Problem details:
Repeat every entry exactly as given.

(Collected data)

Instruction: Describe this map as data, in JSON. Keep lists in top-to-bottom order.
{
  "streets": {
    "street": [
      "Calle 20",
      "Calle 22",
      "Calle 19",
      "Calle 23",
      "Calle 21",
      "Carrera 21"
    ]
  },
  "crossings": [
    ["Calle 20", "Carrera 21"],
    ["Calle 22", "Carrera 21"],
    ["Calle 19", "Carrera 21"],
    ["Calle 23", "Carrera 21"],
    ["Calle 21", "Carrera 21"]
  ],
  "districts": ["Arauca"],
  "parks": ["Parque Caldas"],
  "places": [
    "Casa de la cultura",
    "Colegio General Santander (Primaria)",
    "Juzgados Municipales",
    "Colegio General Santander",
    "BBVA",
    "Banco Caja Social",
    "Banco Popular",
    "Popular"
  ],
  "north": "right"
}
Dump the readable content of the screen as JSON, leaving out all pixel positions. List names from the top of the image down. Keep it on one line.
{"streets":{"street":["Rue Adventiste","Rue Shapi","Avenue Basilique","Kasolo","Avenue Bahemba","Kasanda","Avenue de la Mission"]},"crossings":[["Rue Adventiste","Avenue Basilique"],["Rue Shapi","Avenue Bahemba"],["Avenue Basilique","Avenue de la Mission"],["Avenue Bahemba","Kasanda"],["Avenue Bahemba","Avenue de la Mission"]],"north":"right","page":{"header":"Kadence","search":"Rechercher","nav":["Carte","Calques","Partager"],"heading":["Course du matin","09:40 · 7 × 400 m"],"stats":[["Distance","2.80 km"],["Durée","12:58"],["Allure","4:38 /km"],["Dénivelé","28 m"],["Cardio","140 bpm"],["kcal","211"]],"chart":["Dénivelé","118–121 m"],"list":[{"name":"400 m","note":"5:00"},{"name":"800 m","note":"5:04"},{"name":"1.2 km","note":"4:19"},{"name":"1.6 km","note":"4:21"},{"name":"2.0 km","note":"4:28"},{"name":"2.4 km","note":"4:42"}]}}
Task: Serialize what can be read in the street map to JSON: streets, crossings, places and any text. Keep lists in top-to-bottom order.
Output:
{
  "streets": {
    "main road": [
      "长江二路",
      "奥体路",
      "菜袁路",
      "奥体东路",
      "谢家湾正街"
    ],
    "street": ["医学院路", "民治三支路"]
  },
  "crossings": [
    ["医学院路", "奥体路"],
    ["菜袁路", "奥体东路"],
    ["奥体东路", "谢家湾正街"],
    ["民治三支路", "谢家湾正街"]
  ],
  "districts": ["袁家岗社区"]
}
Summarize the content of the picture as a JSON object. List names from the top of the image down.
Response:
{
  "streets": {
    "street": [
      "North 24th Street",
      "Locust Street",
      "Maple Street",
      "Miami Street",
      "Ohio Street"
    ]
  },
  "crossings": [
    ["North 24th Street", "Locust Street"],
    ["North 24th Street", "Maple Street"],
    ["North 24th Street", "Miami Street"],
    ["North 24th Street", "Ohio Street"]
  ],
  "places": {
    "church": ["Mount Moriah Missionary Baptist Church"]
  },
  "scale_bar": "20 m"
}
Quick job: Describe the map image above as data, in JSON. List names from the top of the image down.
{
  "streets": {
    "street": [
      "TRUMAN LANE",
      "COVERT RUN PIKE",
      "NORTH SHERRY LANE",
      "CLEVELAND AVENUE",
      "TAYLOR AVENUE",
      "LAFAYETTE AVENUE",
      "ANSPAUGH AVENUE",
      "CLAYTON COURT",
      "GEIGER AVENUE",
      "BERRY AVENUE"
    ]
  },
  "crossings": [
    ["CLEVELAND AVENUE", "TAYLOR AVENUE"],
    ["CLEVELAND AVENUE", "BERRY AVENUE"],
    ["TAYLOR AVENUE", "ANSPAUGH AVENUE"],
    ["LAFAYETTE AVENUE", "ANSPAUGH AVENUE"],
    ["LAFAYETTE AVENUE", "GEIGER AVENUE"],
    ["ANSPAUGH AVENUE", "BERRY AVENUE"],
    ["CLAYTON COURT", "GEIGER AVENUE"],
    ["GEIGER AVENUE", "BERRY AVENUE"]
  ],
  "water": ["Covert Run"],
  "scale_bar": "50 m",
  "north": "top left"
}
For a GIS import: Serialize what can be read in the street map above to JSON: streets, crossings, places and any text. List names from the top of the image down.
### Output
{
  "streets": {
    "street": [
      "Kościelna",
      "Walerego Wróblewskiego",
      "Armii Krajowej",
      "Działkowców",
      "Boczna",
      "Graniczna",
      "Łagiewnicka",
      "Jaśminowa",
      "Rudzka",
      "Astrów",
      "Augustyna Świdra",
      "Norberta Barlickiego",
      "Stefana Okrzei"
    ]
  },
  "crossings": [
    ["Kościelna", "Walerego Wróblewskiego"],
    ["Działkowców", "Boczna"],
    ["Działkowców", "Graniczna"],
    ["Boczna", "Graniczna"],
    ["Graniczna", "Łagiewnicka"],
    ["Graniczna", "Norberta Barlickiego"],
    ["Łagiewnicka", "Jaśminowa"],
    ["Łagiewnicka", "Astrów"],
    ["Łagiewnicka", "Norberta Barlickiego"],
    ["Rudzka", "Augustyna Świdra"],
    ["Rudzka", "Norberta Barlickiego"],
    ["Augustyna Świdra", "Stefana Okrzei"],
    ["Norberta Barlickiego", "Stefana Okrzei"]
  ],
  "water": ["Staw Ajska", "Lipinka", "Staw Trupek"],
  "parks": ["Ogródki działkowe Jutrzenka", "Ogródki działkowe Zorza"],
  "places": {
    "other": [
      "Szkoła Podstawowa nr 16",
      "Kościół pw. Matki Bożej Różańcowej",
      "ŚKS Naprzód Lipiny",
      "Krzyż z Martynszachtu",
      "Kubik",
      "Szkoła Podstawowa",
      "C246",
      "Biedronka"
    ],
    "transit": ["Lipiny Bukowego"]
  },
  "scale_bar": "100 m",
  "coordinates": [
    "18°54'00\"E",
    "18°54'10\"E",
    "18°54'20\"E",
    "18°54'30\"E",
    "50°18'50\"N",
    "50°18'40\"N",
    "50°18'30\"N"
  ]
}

Solution:
Instruction: Describe this map as data, in JSON. Keep lists in top-to-bottom order.
{
  "streets": {
    "street": [
      "Calle 20",
      "Calle 22",
      "Calle 19",
      "Calle 23",
      "Calle 21",
      "Carrera 21"
    ]
  },
  "crossings": [
    ["Calle 20", "Carrera 21"],
    ["Calle 22", "Carrera 21"],
    ["Calle 19", "Carrera 21"],
    ["Calle 23", "Carrera 21"],
    ["Calle 21", "Carrera 21"]
  ],
  "districts": ["Arauca"],
  "parks": ["Parque Caldas"],
  "places": [
    "Casa de la cultura",
    "Colegio General Santander (Primaria)",
    "Juzgados Municipales",
    "Colegio General Santander",
    "BBVA",
    "Banco Caja Social",
    "Banco Popular",
    "Popular"
  ],
  "north": "right"
}
Dump the readable content of the screen as JSON, leaving out all pixel positions. List names from the top of the image down. Keep it on one line.
{"streets":{"street":["Rue Adventiste","Rue Shapi","Avenue Basilique","Kasolo","Avenue Bahemba","Kasanda","Avenue de la Mission"]},"crossings":[["Rue Adventiste","Avenue Basilique"],["Rue Shapi","Avenue Bahemba"],["Avenue Basilique","Avenue de la Mission"],["Avenue Bahemba","Kasanda"],["Avenue Bahemba","Avenue de la Mission"]],"north":"right","page":{"header":"Kadence","search":"Rechercher","nav":["Carte","Calques","Partager"],"heading":["Course du matin","09:40 · 7 × 400 m"],"stats":[["Distance","2.80 km"],["Durée","12:58"],["Allure","4:38 /km"],["Dénivelé","28 m"],["Cardio","140 bpm"],["kcal","211"]],"chart":["Dénivelé","118–121 m"],"list":[{"name":"400 m","note":"5:00"},{"name":"800 m","note":"5:04"},{"name":"1.2 km","note":"4:19"},{"name":"1.6 km","note":"4:21"},{"name":"2.0 km","note":"4:28"},{"name":"2.4 km","note":"4:42"}]}}
Task: Serialize what can be read in the street map to JSON: streets, crossings, places and any text. Keep lists in top-to-bottom order.
Output:
{
  "streets": {
    "main road": [
      "长江二路",
      "奥体路",
      "菜袁路",
      "奥体东路",
      "谢家湾正街"
    ],
    "street": ["医学院路", "民治三支路"]
  },
  "crossings": [
    ["医学院路", "奥体路"],
    ["菜袁路", "奥体东路"],
    ["奥体东路", "谢家湾正街"],
    ["民治三支路", "谢家湾正街"]
  ],
  "districts": ["袁家岗社区"]
}
Summarize the content of the picture as a JSON object. List names from the top of the image down.
Response:
{
  "streets": {
    "street": [
      "North 24th Street",
      "Locust Street",
      "Maple Street",
      "Miami Street",
      "Ohio Street"
    ]
  },
  "crossings": [
    ["North 24th Street", "Locust Street"],
    ["North 24th Street", "Maple Street"],
    ["North 24th Street", "Miami Street"],
    ["North 24th Street", "Ohio Street"]
  ],
  "places": {
    "church": ["Mount Moriah Missionary Baptist Church"]
  },
  "scale_bar": "20 m"
}
Quick job: Describe the map image above as data, in JSON. List names from the top of the image down.
{
  "streets": {
    "street": [
      "TRUMAN LANE",
      "COVERT RUN PIKE",
      "NORTH SHERRY LANE",
      "CLEVELAND AVENUE",
      "TAYLOR AVENUE",
      "LAFAYETTE AVENUE",
      "ANSPAUGH AVENUE",
      "CLAYTON COURT",
      "GEIGER AVENUE",
      "BERRY AVENUE"
    ]
  },
  "crossings": [
    ["CLEVELAND AVENUE", "TAYLOR AVENUE"],
    ["CLEVELAND AVENUE", "BERRY AVENUE"],
    ["TAYLOR AVENUE", "ANSPAUGH AVENUE"],
    ["LAFAYETTE AVENUE", "ANSPAUGH AVENUE"],
    ["LAFAYETTE AVENUE", "GEIGER AVENUE"],
    ["ANSPAUGH AVENUE", "BERRY AVENUE"],
    ["CLAYTON COURT", "GEIGER AVENUE"],
    ["GEIGER AVENUE", "BERRY AVENUE"]
  ],
  "water": ["Covert Run"],
  "scale_bar": "50 m",
  "north": "top left"
}
For a GIS import: Serialize what can be read in the street map above to JSON: streets, crossings, places and any text. List names from the top of the image down.
### Output
{
  "streets": {
    "street": [
      "Kościelna",
      "Walerego Wróblewskiego",
      "Armii Krajowej",
      "Działkowców",
      "Boczna",
      "Graniczna",
      "Łagiewnicka",
      "Jaśminowa",
      "Rudzka",
      "Astrów",
      "Augustyna Świdra",
      "Norberta Barlickiego",
      "Stefana Okrzei"
    ]
  },
  "crossings": [
    ["Kościelna", "Walerego Wróblewskiego"],
    ["Działkowców", "Boczna"],
    ["Działkowców", "Graniczna"],
    ["Boczna", "Graniczna"],
    ["Graniczna", "Łagiewnicka"],
    ["Graniczna", "Norberta Barlickiego"],
    ["Łagiewnicka", "Jaśminowa"],
    ["Łagiewnicka", "Astrów"],
    ["Łagiewnicka", "Norberta Barlickiego"],
    ["Rudzka", "Augustyna Świdra"],
    ["Rudzka", "Norberta Barlickiego"],
    ["Augustyna Świdra", "Stefana Okrzei"],
    ["Norberta Barlickiego", "Stefana Okrzei"]
  ],
  "water": ["Staw Ajska", "Lipinka", "Staw Trupek"],
  "parks": ["Ogródki działkowe Jutrzenka", "Ogródki działkowe Zorza"],
  "places": {
    "other": [
      "Szkoła Podstawowa nr 16",
      "Kościół pw. Matki Bożej Różańcowej",
      "ŚKS Naprzód Lipiny",
      "Krzyż z Martynszachtu",
      "Kubik",
      "Szkoła Podstawowa",
      "C246",
      "Biedronka"
    ],
    "transit": ["Lipiny Bukowego"]
  },
  "scale_bar": "100 m",
  "coordinates": [
    "18°54'00\"E",
    "18°54'10\"E",
    "18°54'20\"E",
    "18°54'30\"E",
    "50°18'50\"N",
    "50°18'40\"N",
    "50°18'30\"N"
  ]
}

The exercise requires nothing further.